Curupira
Assim que terminou de falar, uma criatura pequena e seminua saiu por entre as folhas das árvores. Num pulo ágil, o diminuto ser de pele branca e cabelos avermelhados assentou-se sobre o ombro esquerdo do Mapinguari.
— Calma grandão, calma! — disse enquanto acariciava os pelos sobre a orelha do guardião da floresta. Aos poucos a Besta foi se aquietando.
— O que diabos é você, garoto? — devolvi a pergunta ao pequeno intruso, que revirou os olhos e meneou a cabeça.
Num salto ligeiro, o pequenino alcançou o chão e caminhou em minha direção destemidamente.
Dei um passo para trás por puro instinto de apreensão.
Mas que criatura é essa?, questionei-me assim que meus olhos fixaram-se em seus inusitados pés. Eles eram proporcionalmente exíguos. O único problema é que, embora iguais aos pés humanos no quesito forma, estranhamente estavam virados do avesso, com os dedos para trás e os calcanhares para frente.
— Eu estava esperando vocês — disse a criaturinha abrindo um sorriso branco.
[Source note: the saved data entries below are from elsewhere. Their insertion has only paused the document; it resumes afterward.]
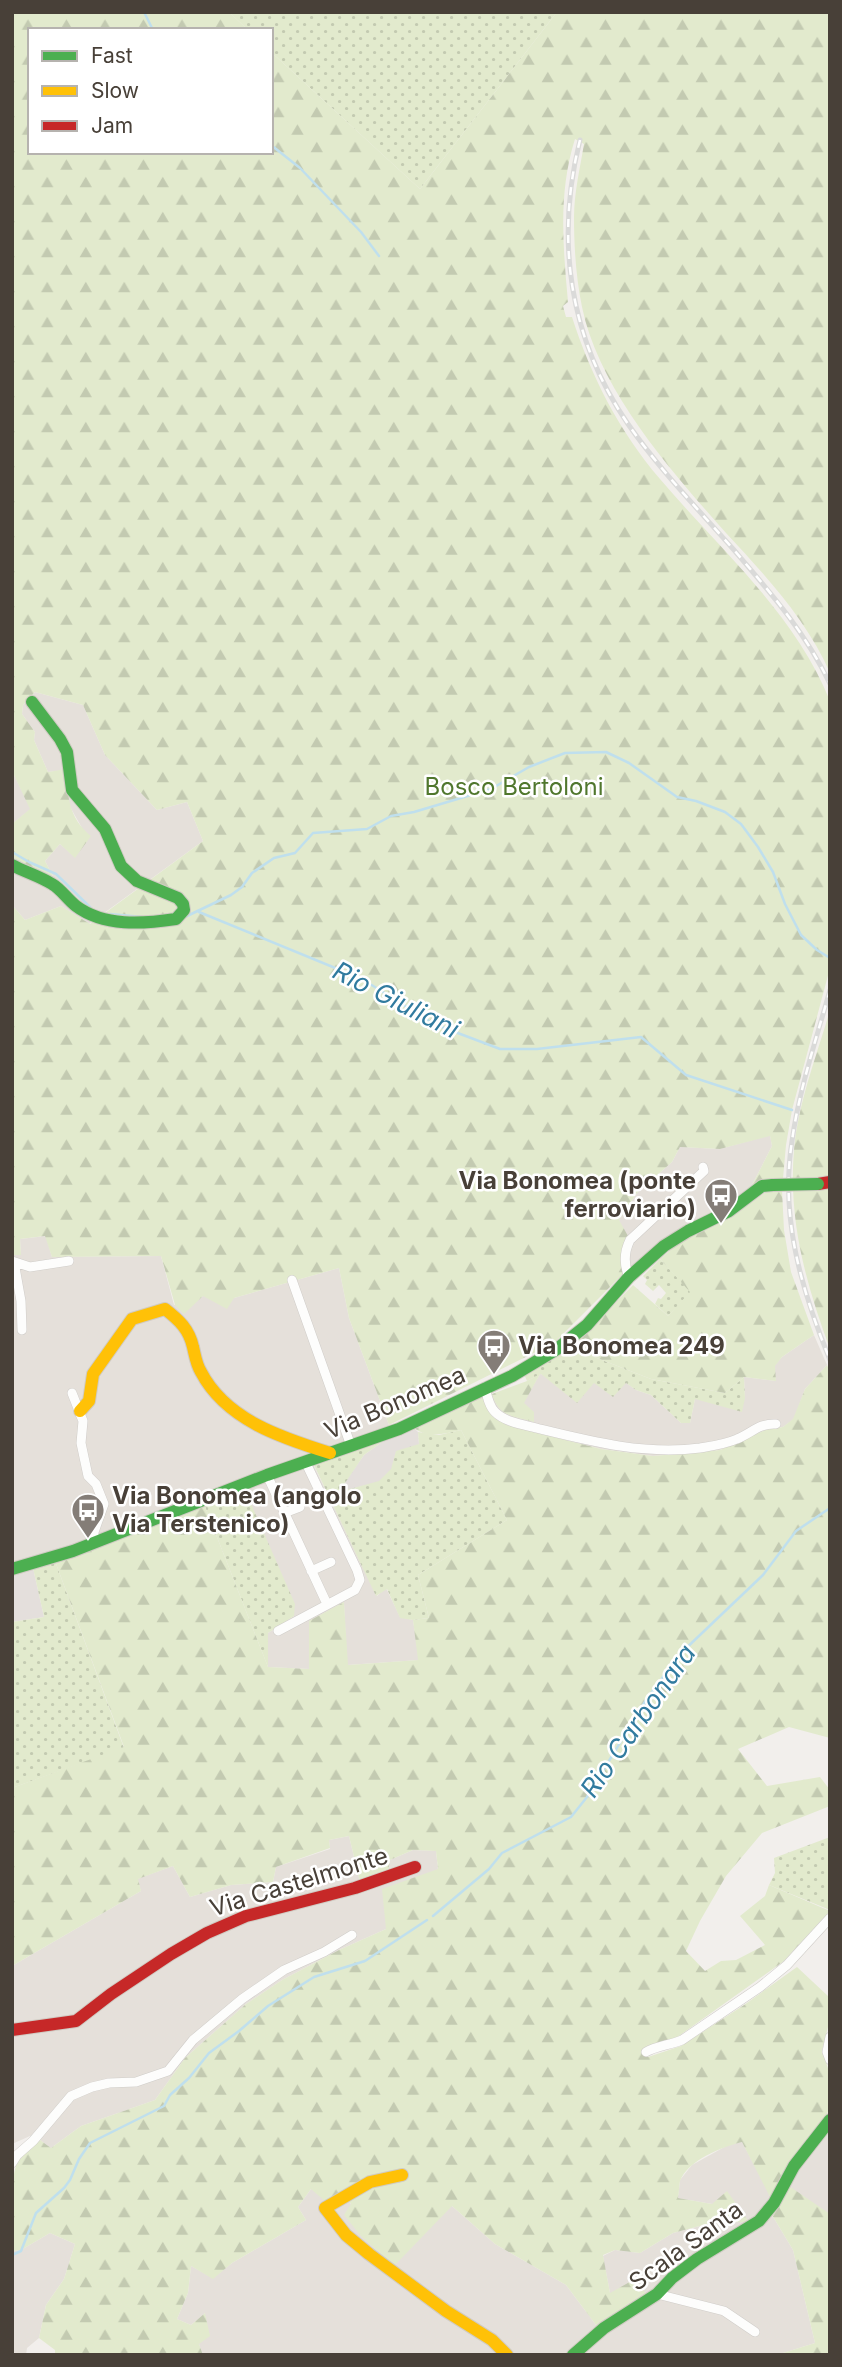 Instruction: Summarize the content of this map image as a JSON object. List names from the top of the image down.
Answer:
{
  "streets": {
    "street": ["Via Bonomea", "Via Castelmonte", "Scala Santa"]
  },
  "water": ["Rio Giuliani", "Rio Carbonara"],
  "parks": ["Bosco Bertoloni"],
  "places": {
    "bus stop": ["Via Bonomea (ponte ferroviario)", "Via Bonomea 249", "Via Bonomea (angolo Via Terstenico)"]
  },
  "legend": ["Fast", "Slow", "Jam"]
} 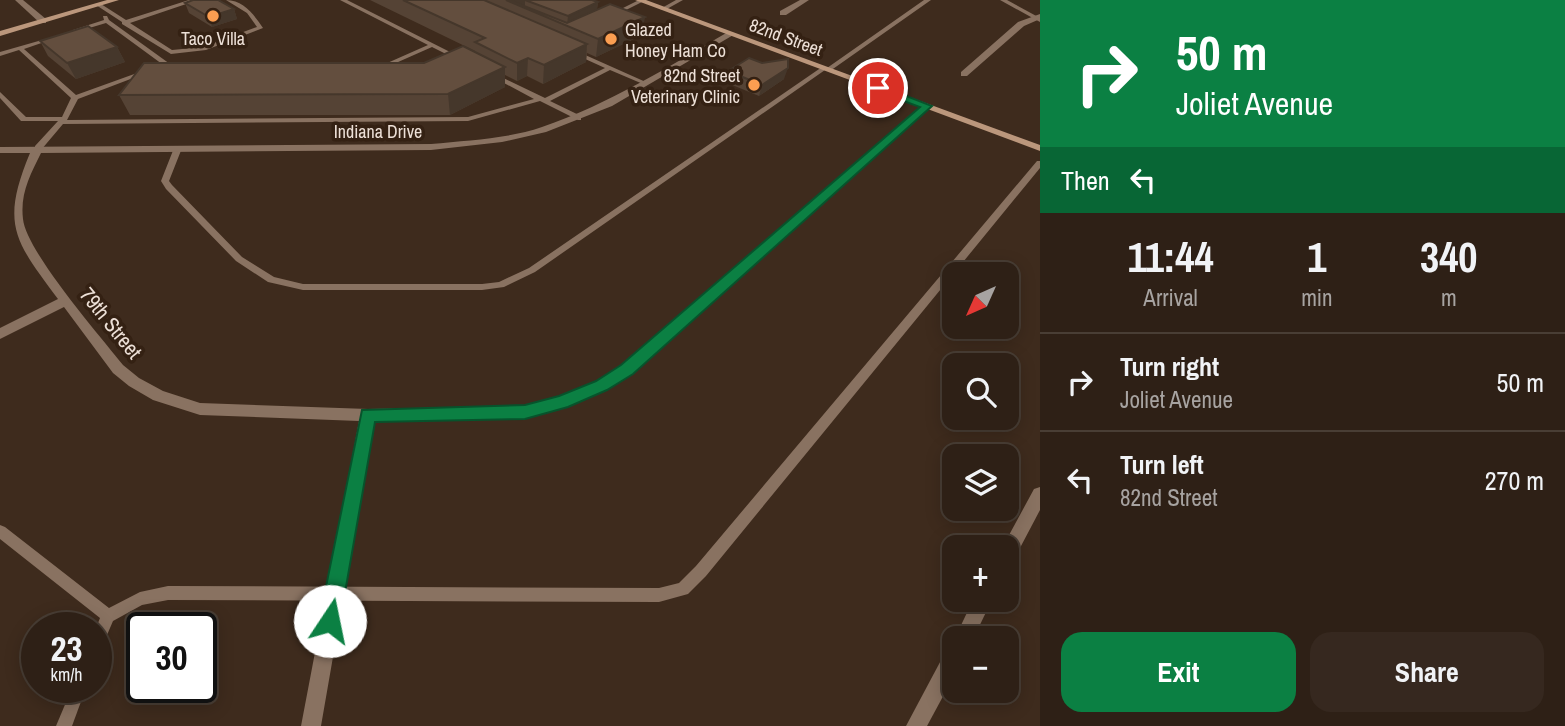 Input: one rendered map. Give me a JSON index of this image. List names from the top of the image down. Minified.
{"streets":{"main road":["82nd Street"],"street":["Indiana Drive","79th Street"]},"crossings":[["82nd Street","Indiana Drive"],["82nd Street","79th Street"],["Indiana Drive","79th Street"]],"places":["Taco Villa","Glazed Honey Ham Co","82nd Street Veterinary Clinic"],"north":"bottom left","page":{"turn":["50 m","Joliet Avenue"],"then":"Then","eta":["11:44","Arrival","1","min","340","m"],"map_buttons":["+","−"],"list":[{"name":"Turn right","note":"Joliet Avenue","value":"50 m"},{"name":"Turn left","note":"82nd Street","value":"270 m"}],"speed":"23 km/h","limit":"30","buttons":["Exit","Share"]}} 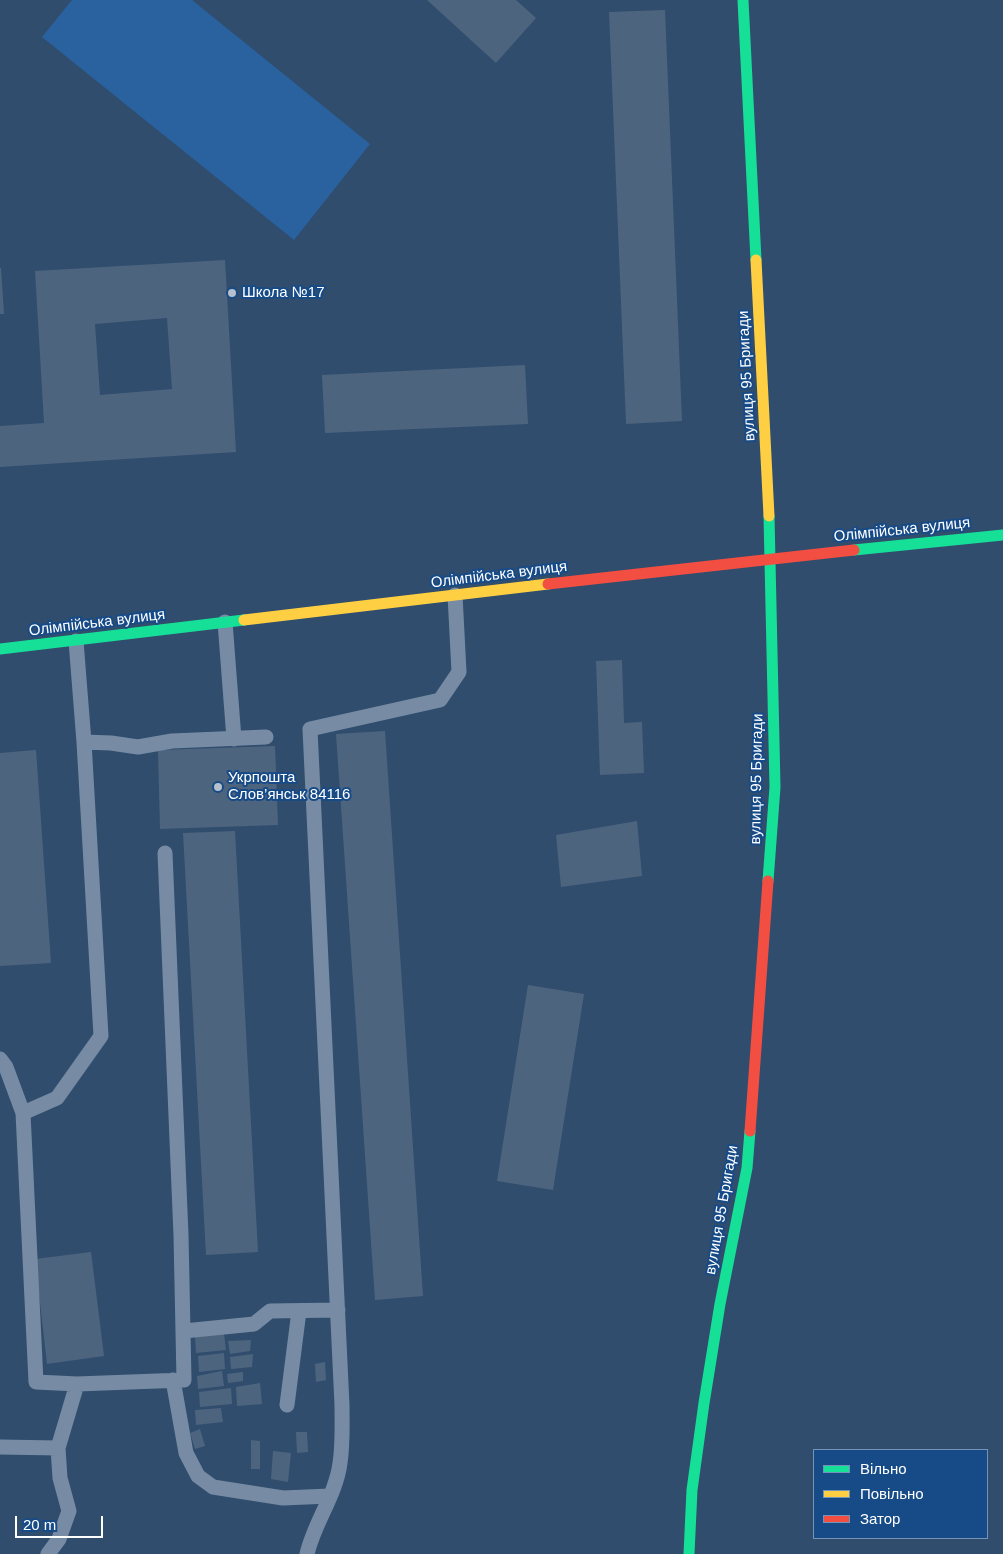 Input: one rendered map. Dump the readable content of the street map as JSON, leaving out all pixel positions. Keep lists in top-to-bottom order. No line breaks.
{"streets":{"street":["вулиця 95 Бригади","Олімпійська вулиця"]},"crossings":[["вулиця 95 Бригади","Олімпійська вулиця"]],"places":["Школа №17","Укрпошта Слов’янськ 84116"],"legend":["Вільно","Повільно","Затор"],"scale_bar":"20 m"}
— Mas quem é você? — indaguei, ainda confuso. — E como assim está nos esperando?
— Deve ser um duende — supôs Leo.
— Duende? — A criatura passou a mão direita no rosto e respirou fundo demonstrando irritação — Então vocês nunca ouviram falar do Guardião da Floresta? — perguntou com sua voz infantil.
Meus olhos foram dele para o Mapinguari e depois para ele novamente.
— Sim... Mas... — Eu não conseguia compreender nada do que estava acontecendo.
— Toreanos — murmurou e revirou os olhos novamente. — Fortes como os carvalhos antigos... Burros como as pedras.
Senti o rosto queimar devido ao insulto.
— Se você não é um duende, só pode ser um gnomo — garantiu Leo.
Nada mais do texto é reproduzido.